With a ground-floor extension, a loft conversion and a full house renovation under her (tool)belt, writer Tracey Petherick has picked up a few tips on how to survive a build. In part one of our three-part series, she talks neighbours, dust, timeframes and instincts.

Finished GF side return extension in Islington

 

Speak to your neighbours                                                            

The first house we renovated flanked a row of terraces so we had an especially high number of neighbours to annoy. Foolishly, we didn’t make contact with any of them before the work started. This resulted in my husband being ambushed one morning by not one but three angry neighbours, protesting about the X-rated language coming from our scaffolders at 7am on a Sunday. Fair enough.

Second time around we were savvy. We chatted to all the neighbours and exchanged phone numbers so we could contact them easily if something came up. We’re yet to find out just how annoyed they’ve been by the skip deliveries and shredded grass verges, but no one has complained yet…

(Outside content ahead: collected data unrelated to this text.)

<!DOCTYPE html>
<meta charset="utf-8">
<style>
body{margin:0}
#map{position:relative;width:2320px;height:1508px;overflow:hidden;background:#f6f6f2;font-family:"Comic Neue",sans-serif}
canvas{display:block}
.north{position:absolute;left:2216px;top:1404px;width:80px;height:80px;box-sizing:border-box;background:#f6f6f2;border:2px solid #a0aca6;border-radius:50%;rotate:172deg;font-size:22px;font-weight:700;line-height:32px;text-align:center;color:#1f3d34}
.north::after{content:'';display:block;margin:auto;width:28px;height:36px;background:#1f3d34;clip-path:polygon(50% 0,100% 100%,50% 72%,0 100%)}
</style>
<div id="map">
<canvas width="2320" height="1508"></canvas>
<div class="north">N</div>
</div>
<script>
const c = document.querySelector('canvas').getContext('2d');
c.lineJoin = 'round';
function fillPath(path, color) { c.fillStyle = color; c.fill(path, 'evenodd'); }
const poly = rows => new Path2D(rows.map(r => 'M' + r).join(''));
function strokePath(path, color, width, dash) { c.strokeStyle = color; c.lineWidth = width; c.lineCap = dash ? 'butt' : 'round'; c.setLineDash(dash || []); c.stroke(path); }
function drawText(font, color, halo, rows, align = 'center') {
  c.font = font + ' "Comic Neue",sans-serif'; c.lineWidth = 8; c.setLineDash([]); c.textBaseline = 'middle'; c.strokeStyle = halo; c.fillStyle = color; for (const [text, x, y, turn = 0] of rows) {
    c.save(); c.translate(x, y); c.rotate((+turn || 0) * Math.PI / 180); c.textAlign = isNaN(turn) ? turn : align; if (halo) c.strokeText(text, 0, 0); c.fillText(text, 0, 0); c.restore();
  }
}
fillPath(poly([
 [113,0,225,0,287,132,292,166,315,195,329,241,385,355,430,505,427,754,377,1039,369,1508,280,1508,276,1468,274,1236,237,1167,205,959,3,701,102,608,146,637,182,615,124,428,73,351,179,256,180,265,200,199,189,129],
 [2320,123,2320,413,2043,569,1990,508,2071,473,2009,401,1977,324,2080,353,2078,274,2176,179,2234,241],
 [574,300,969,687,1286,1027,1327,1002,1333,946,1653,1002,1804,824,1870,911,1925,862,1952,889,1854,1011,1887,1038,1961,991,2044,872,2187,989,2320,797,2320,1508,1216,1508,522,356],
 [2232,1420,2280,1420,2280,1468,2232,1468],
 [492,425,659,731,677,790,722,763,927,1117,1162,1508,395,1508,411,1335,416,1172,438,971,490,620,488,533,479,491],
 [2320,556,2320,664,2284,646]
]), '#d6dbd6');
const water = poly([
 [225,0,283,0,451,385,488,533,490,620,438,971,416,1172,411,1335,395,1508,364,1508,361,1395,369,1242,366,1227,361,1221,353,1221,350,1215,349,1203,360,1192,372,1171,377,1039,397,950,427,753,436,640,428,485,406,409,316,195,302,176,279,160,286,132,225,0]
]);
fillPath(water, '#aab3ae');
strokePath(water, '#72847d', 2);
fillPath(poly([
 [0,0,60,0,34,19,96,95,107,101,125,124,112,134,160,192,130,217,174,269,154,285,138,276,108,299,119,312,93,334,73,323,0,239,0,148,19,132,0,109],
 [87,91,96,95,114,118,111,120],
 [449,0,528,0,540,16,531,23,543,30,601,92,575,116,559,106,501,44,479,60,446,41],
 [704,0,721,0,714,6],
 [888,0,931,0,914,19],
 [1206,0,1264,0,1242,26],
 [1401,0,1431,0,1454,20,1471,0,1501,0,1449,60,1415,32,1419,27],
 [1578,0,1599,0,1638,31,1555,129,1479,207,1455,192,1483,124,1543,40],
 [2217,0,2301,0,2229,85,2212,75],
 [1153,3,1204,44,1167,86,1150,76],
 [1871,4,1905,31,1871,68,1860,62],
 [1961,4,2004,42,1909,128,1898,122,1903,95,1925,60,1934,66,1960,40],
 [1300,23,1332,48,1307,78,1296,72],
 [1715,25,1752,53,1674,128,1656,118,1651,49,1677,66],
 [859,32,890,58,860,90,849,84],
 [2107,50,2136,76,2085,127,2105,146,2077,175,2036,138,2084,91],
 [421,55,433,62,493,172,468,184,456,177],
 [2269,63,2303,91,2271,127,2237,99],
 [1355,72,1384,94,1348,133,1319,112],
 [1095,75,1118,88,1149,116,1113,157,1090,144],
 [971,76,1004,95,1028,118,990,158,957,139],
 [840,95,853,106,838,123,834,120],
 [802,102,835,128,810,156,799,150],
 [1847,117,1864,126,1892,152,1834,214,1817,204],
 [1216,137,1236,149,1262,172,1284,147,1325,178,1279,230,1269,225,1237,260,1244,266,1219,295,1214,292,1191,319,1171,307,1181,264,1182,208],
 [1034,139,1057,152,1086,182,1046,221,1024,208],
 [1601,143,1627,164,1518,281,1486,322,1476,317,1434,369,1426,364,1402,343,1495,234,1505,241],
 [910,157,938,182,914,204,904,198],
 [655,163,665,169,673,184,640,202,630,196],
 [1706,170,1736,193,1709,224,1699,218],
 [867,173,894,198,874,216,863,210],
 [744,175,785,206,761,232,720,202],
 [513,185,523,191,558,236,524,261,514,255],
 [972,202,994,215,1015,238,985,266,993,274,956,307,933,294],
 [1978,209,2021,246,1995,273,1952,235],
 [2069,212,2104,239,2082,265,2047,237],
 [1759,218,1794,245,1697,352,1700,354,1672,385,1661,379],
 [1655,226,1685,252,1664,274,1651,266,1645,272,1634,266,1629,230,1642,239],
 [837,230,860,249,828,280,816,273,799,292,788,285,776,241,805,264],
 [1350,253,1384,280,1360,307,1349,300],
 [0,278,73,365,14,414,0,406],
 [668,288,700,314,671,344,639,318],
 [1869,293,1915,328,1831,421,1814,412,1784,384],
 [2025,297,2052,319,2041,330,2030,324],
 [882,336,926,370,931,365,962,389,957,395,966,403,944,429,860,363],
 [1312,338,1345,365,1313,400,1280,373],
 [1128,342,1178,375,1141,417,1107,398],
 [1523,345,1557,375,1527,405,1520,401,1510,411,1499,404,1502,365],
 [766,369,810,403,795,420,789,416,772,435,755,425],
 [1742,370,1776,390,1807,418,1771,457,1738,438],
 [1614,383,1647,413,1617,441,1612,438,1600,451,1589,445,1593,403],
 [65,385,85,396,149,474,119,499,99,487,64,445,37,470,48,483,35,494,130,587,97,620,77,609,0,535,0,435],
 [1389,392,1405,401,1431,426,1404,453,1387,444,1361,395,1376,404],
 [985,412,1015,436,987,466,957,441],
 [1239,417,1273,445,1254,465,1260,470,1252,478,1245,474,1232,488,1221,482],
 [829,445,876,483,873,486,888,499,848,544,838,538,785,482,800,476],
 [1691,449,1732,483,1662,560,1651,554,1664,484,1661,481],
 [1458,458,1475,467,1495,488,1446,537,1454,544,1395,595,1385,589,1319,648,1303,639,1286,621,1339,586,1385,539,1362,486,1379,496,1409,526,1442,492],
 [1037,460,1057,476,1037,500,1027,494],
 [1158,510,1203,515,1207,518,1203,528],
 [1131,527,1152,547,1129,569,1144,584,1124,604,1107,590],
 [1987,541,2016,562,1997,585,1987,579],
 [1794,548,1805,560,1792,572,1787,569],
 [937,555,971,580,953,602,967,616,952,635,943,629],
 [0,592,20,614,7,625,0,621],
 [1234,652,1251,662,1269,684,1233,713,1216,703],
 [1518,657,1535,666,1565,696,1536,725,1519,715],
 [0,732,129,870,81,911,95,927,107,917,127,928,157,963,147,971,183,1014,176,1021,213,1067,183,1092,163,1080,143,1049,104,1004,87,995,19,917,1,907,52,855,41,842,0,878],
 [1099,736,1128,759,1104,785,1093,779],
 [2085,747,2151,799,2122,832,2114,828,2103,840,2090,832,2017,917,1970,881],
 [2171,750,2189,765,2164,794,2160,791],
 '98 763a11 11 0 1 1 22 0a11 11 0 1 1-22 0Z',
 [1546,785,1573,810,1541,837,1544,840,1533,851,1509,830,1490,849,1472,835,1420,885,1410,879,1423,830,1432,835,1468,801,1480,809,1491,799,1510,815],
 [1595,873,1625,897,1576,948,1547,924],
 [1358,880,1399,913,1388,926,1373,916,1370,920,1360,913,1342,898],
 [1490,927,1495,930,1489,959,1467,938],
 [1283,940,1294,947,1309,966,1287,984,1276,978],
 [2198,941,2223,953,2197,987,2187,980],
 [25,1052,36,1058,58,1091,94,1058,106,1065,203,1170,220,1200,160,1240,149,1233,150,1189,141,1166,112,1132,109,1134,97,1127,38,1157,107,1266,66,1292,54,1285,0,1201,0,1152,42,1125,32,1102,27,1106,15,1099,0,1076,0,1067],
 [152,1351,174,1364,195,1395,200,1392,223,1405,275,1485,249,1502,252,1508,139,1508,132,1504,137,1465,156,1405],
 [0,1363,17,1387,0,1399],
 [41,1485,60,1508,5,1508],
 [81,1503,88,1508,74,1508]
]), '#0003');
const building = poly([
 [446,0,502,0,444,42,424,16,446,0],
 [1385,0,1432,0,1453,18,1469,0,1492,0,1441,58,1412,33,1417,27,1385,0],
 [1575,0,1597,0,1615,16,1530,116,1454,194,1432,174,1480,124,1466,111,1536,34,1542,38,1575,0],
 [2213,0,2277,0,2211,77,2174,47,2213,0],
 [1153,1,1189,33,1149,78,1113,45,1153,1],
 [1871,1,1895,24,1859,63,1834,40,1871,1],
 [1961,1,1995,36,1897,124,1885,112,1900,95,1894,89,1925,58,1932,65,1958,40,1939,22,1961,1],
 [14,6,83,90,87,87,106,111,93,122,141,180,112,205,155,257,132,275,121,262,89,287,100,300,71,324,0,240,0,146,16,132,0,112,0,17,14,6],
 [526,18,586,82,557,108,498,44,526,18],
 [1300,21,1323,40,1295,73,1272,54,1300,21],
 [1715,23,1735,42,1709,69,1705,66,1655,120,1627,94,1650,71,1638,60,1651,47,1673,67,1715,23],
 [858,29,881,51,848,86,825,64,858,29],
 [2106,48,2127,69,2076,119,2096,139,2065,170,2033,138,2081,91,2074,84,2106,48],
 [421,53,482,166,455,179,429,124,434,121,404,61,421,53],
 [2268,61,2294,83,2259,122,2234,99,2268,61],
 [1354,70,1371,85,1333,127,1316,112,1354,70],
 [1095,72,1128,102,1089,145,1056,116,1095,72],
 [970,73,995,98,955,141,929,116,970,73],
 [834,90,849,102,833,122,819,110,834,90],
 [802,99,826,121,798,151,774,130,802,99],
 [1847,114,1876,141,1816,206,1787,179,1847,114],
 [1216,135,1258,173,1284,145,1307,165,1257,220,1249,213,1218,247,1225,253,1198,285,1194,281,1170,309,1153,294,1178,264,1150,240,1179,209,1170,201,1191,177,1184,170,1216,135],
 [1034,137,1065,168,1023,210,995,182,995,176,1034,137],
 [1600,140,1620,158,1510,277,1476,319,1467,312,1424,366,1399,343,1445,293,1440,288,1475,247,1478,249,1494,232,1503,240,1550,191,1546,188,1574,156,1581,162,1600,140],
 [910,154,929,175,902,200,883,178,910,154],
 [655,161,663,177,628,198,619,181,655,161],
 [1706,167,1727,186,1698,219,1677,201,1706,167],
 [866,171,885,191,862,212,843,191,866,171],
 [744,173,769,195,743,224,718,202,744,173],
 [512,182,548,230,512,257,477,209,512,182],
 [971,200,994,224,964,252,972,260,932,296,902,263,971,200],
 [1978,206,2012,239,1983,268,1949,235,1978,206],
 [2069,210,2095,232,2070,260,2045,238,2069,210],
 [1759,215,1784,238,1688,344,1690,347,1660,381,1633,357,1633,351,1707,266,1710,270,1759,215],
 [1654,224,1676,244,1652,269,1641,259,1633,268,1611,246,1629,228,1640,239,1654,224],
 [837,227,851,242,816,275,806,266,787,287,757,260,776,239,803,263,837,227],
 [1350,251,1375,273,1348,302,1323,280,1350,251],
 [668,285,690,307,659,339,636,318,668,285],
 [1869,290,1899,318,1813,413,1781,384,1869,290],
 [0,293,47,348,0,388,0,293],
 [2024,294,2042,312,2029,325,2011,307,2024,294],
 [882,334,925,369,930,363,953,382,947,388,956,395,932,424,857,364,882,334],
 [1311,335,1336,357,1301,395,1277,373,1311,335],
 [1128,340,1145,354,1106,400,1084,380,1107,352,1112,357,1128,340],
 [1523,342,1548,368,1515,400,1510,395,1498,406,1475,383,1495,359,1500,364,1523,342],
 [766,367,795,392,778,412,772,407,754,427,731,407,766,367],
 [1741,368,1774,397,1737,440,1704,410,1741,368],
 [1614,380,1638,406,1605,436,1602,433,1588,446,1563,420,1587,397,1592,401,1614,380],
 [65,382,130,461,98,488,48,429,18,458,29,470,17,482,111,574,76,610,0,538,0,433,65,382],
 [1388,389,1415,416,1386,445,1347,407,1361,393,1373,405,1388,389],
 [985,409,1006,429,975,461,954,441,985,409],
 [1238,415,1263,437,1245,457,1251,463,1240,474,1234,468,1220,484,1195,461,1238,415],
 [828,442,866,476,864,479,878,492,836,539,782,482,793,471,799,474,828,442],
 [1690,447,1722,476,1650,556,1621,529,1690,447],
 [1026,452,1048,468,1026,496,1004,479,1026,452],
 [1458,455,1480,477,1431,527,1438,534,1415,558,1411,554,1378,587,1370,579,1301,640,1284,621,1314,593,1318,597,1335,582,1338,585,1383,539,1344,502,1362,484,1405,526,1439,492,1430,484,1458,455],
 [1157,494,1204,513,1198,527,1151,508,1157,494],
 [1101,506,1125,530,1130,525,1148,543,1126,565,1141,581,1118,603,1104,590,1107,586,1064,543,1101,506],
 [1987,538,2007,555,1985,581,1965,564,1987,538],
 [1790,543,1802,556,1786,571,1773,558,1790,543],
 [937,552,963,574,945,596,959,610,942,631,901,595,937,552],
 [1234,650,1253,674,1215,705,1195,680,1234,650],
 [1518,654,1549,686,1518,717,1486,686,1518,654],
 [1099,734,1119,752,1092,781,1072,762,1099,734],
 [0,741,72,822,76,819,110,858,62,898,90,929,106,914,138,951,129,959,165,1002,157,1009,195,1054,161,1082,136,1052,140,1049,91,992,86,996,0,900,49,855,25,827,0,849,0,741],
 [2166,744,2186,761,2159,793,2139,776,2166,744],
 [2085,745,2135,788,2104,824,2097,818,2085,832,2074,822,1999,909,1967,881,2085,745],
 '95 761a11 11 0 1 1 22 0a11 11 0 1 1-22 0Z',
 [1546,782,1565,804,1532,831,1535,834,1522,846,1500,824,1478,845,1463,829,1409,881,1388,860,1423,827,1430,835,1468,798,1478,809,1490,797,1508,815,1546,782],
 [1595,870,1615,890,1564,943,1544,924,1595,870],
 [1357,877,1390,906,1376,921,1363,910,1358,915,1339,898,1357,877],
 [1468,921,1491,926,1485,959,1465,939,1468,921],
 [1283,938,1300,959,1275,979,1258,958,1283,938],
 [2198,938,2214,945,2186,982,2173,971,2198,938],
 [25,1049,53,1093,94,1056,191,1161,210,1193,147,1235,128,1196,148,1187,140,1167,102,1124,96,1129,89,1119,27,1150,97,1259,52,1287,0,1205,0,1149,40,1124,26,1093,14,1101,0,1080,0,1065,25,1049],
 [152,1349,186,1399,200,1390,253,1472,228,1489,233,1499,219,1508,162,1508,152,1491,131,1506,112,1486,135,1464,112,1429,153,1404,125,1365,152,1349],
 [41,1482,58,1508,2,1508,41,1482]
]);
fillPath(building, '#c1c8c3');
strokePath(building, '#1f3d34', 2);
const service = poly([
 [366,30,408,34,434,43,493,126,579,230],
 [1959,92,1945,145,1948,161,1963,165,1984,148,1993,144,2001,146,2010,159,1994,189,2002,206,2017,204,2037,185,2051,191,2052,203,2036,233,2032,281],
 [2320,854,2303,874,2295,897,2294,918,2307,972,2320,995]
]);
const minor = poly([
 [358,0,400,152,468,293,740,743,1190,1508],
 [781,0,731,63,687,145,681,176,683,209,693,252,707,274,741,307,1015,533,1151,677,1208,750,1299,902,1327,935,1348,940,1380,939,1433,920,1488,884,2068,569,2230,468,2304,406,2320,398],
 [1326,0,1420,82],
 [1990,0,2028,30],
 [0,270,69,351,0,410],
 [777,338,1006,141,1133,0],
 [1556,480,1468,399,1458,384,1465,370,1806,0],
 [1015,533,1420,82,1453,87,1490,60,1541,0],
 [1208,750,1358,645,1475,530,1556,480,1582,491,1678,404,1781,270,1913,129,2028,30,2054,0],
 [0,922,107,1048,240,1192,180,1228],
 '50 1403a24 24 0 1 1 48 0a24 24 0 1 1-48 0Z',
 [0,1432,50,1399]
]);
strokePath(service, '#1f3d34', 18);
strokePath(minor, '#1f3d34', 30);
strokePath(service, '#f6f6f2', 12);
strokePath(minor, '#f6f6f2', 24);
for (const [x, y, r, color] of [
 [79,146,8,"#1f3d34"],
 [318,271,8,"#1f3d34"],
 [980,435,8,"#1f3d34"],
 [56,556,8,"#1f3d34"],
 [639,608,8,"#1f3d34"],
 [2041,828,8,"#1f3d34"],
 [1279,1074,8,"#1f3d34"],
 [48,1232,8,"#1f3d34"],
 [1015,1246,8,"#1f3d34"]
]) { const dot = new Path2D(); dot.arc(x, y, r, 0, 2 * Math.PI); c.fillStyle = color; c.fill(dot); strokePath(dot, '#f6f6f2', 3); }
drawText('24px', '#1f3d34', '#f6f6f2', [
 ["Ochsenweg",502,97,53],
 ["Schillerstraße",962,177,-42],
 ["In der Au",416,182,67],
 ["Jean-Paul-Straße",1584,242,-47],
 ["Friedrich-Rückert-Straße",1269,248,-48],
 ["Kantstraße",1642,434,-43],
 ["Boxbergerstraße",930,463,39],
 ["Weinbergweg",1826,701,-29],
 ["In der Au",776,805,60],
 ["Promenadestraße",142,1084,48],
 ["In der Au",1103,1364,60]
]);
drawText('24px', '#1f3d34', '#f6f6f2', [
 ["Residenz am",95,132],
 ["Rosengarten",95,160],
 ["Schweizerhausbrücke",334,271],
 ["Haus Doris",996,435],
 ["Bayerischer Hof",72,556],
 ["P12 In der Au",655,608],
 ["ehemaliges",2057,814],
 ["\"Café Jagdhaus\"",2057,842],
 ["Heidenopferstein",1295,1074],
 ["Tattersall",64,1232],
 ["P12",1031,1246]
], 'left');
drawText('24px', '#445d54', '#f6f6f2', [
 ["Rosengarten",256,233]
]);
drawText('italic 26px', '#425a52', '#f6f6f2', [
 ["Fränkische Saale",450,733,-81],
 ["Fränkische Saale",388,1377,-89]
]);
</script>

Scaffolding tower ready for work to commence on a jardinaire installation, Islington

 

To move out – or not                                                                                                                                                               

When we were planning our first loft conversion, I read somewhere that it would be madness to live in a house while the work was taking place. Dust, dust and more dust. Unimaginable dust, apparently. And noise. And workmen traipsing through your home. And did I mention the dust? In reality, 75% of our loft conversion was completed before the builders needed to “break through”. So all that dust (and noise and workmen) was contained in the enclosed space above us, making the whole process surprisingly trouble-free.

Of course, in most renovations the work isn’t neatly tucked away. By moving out you’ll be giving your builders the space do the work in the most logical and efficient way. They don’t need to clean up for you every evening, and they can leave tools and materials out, ready to pick up again the next morning. All of which reduces the time and cost of the project.

Talk to your project manager in advance about expected levels of disruption so that you can make an informed decision about moving out.

Work underway on a GF extension where party wall awards were needed on both sides

 

Working to a realistic timeframe                                                                                                  

It’s incredible how long it can take to organise the admin around a renovation. Factors like planning permissions and party wall agreements can take months to get sorted, especially if you don’t have a project manager chivvying things along. It gets even more frustrating if, for example, your amenable neighbours turn out to have a chartered surveyor for a son. Then you might suddenly find yourself delayed by a month while a structural engineer provides technical drawings of a seemingly unnecessary retaining wall. It happens. To me. Ask your project manager for a realistic timeframe. They can expedite the admin process and should be able to give you an accurate estimate for how long the whole job will take – especially important if you are renting while your renovation is done.

Planning docs and structural drawings on site in the contractors shed on site in Islington

 

Trust your instincts        

My builder, my husband and I had a long conversation about the positioning of a triple light switch outside the cloakroom door. I wanted the cloakroom light to be the switch closest to the door. The men decided (for spurious reasons that I won’t go in to now) that it should be the one furthest away. I spent the next six years watching people who needed the loo flick each switch in turn before discovering the one that turned the cloakroom light on. No, I’m not bitter. Not much. At least I now know that an interior designer or project manager could have helped us to get these decisions right.

If you really like a particular style, colour or feature, have the confidence to go for it. Equally, if something is suggested that really doesn’t work for you, don’t be afraid to put your foot down. Professional advice and opinion is important but it’s your home, so trust your own instincts. And remember, when it comes to creativity, a good interior designer or project manager will embrace – and enhance – your style and ideas.